▶ Records drawn from a dataset:

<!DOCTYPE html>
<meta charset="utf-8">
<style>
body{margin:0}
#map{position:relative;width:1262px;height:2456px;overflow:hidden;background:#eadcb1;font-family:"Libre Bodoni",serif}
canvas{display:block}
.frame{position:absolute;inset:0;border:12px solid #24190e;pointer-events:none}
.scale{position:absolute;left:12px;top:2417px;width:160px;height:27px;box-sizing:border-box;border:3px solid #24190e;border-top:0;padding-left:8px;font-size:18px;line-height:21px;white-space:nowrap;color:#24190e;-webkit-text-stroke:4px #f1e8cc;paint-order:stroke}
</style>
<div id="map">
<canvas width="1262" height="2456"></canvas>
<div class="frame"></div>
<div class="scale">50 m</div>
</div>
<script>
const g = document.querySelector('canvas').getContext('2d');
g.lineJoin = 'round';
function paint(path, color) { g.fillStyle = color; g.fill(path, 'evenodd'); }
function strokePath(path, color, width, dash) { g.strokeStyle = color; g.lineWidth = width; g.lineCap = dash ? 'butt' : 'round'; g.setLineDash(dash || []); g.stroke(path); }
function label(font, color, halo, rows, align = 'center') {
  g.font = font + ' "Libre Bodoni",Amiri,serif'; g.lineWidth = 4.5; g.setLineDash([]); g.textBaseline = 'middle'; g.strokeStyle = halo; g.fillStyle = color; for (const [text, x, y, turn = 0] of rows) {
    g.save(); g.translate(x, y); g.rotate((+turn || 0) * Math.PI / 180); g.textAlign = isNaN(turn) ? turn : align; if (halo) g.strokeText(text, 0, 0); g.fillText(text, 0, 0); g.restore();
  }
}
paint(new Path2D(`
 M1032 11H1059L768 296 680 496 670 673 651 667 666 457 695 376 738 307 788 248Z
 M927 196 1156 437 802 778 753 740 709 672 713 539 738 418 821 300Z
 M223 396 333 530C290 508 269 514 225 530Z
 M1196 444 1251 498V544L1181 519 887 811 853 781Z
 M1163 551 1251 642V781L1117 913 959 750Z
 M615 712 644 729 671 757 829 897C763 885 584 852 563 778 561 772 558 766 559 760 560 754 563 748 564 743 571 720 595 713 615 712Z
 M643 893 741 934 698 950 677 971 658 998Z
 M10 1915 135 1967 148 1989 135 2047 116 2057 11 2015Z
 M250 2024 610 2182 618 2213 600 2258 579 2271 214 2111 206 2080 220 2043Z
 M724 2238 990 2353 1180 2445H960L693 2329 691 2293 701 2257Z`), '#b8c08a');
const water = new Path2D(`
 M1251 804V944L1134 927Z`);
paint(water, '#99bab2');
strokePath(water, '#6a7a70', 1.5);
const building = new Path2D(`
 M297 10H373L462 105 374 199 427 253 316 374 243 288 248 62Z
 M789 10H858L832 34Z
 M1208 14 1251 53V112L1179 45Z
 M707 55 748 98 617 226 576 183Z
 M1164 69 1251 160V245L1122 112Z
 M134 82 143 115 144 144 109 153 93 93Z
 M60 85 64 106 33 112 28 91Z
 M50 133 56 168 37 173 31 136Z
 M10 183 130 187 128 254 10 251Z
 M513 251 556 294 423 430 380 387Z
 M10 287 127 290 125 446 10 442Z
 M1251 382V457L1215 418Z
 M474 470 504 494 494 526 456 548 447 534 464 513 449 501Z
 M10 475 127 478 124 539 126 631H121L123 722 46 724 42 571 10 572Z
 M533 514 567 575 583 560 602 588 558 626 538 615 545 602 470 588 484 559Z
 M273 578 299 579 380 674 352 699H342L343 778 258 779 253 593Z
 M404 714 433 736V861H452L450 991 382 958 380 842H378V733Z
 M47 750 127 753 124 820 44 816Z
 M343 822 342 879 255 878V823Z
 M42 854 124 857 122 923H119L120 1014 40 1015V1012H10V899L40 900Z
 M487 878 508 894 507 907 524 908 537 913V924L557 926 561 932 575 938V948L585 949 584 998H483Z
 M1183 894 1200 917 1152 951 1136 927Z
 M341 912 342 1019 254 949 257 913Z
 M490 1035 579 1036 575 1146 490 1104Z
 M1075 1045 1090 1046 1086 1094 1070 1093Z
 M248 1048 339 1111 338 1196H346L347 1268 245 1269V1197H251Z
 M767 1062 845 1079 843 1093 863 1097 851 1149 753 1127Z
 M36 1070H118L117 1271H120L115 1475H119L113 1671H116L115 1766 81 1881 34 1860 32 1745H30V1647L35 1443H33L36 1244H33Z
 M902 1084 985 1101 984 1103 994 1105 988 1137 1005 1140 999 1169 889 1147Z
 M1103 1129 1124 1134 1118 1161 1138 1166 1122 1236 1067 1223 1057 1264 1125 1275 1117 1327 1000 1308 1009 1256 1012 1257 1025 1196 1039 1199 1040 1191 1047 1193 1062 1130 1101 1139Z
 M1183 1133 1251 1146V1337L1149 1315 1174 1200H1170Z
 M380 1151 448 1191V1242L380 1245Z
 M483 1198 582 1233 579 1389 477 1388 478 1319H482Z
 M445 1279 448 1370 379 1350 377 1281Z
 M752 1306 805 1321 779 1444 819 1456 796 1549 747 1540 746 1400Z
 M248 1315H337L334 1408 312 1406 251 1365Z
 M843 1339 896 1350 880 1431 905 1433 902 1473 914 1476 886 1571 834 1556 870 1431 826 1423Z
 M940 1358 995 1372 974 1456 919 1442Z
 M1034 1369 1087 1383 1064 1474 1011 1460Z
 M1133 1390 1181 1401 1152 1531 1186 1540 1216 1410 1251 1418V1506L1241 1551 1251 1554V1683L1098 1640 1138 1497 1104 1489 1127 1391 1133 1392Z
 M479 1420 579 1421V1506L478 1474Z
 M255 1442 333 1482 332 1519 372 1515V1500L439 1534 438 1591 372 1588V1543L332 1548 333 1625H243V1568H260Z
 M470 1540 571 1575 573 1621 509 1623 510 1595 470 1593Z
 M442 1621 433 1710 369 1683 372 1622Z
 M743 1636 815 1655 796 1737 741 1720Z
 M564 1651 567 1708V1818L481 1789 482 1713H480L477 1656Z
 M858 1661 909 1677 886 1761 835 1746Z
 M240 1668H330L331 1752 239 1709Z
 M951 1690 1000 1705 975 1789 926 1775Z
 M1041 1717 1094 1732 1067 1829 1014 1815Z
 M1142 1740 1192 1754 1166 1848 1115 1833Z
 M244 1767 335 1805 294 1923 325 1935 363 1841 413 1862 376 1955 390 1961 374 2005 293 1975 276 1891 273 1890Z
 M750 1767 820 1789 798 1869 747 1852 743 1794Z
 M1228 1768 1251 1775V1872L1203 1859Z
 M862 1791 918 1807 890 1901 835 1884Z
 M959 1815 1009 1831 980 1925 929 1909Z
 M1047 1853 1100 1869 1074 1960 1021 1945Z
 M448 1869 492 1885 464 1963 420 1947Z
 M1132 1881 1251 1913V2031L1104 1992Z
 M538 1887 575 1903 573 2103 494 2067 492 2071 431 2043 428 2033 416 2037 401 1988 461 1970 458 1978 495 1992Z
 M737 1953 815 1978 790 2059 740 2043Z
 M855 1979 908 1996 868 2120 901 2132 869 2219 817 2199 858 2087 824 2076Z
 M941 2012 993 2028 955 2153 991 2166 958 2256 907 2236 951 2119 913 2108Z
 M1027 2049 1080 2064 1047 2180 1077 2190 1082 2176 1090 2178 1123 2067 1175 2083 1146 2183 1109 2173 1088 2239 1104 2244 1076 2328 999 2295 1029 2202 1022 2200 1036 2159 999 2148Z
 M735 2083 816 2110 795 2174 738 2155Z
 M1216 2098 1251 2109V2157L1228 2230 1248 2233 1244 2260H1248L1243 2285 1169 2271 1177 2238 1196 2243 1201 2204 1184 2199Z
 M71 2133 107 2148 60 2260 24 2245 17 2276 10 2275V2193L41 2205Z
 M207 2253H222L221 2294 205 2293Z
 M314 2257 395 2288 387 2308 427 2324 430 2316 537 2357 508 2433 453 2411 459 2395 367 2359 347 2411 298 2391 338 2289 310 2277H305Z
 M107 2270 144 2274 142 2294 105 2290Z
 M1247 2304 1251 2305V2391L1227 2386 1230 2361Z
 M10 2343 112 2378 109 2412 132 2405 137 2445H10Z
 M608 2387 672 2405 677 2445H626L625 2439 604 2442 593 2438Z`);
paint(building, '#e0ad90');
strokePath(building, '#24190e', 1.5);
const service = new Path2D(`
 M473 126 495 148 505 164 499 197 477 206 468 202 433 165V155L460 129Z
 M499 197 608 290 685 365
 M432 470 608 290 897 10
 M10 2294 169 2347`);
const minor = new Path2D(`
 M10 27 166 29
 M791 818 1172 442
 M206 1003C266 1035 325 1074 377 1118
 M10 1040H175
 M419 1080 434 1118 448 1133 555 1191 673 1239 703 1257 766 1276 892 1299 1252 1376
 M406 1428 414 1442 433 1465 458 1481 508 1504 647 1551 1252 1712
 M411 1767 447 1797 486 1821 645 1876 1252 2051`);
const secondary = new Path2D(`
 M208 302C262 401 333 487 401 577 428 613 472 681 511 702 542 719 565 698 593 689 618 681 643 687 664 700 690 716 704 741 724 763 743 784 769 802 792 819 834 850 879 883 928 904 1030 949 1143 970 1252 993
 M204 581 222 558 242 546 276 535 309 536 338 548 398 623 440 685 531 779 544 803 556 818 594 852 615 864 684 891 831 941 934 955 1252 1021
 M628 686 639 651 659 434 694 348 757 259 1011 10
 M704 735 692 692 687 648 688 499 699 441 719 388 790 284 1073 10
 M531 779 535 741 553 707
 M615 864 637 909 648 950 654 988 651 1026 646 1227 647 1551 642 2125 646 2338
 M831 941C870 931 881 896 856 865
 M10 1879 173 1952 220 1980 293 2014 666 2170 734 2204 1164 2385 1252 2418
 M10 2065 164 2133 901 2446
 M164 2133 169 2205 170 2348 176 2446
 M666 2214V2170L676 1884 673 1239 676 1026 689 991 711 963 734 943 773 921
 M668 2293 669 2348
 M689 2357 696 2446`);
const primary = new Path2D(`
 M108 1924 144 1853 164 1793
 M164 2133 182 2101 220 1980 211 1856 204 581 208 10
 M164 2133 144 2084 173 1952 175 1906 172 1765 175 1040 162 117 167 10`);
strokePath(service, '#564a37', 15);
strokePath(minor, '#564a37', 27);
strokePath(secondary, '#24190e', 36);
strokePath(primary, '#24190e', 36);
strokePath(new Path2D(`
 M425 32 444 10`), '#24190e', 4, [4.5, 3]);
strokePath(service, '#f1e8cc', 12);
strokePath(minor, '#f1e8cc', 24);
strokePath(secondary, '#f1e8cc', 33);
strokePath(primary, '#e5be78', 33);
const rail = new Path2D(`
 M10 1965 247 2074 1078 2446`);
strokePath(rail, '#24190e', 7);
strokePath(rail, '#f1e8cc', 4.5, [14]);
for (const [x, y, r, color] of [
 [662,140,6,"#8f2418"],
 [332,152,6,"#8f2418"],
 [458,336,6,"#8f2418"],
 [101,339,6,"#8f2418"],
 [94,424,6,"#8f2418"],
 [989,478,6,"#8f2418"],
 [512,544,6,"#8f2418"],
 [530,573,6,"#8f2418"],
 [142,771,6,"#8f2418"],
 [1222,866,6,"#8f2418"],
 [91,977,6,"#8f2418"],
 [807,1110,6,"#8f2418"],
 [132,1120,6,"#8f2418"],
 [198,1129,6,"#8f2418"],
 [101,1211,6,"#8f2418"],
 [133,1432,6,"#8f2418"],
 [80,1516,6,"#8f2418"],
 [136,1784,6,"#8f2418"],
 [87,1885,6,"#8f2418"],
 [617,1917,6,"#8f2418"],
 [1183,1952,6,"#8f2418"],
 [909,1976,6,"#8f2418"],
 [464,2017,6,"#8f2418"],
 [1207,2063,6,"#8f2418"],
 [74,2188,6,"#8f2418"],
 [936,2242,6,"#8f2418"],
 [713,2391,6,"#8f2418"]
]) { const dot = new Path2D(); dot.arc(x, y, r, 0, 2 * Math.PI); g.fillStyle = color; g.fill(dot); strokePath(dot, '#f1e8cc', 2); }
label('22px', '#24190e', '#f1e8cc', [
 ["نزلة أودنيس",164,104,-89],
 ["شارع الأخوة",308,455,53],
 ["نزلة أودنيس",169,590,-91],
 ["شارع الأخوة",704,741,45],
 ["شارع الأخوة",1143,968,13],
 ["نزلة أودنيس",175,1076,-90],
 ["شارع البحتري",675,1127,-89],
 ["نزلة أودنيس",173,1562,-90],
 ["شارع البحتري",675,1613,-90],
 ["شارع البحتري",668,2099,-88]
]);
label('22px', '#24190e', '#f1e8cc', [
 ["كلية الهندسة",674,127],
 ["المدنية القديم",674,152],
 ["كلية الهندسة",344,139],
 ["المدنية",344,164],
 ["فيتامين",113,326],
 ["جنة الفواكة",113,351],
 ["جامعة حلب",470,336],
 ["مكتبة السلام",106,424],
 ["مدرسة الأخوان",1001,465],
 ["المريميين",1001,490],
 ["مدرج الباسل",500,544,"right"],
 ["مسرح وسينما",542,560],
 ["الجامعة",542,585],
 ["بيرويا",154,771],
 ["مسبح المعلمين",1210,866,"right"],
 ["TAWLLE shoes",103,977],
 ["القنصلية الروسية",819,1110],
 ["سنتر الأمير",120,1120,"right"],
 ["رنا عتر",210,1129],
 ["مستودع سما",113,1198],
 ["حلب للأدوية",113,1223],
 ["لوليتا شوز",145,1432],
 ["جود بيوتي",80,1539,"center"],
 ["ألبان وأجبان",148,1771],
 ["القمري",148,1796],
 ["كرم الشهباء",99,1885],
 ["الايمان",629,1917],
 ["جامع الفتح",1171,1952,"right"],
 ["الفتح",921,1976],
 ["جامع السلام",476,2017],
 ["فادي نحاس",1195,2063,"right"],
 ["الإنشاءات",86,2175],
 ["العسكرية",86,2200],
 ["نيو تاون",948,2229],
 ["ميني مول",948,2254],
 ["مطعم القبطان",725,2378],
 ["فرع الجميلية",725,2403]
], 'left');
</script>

▶ Instructions to follow:
Starting at the top of the data above, repeat every line exactly until the line containing "function paint(path, color)" has been given, then stop.

▶ Problem solution:
<!DOCTYPE html>
<meta charset="utf-8">
<style>
body{margin:0}
#map{position:relative;width:1262px;height:2456px;overflow:hidden;background:#eadcb1;font-family:"Libre Bodoni",serif}
canvas{display:block}
.frame{position:absolute;inset:0;border:12px solid #24190e;pointer-events:none}
.scale{position:absolute;left:12px;top:2417px;width:160px;height:27px;box-sizing:border-box;border:3px solid #24190e;border-top:0;padding-left:8px;font-size:18px;line-height:21px;white-space:nowrap;color:#24190e;-webkit-text-stroke:4px #f1e8cc;paint-order:stroke}
</style>
<div id="map">
<canvas width="1262" height="2456"></canvas>
<div class="frame"></div>
<div class="scale">50 m</div>
</div>
<script>
const g = document.querySelector('canvas').getContext('2d');
g.lineJoin = 'round';
function paint(path, color) { g.fillStyle = color; g.fill(path, 'evenodd'); }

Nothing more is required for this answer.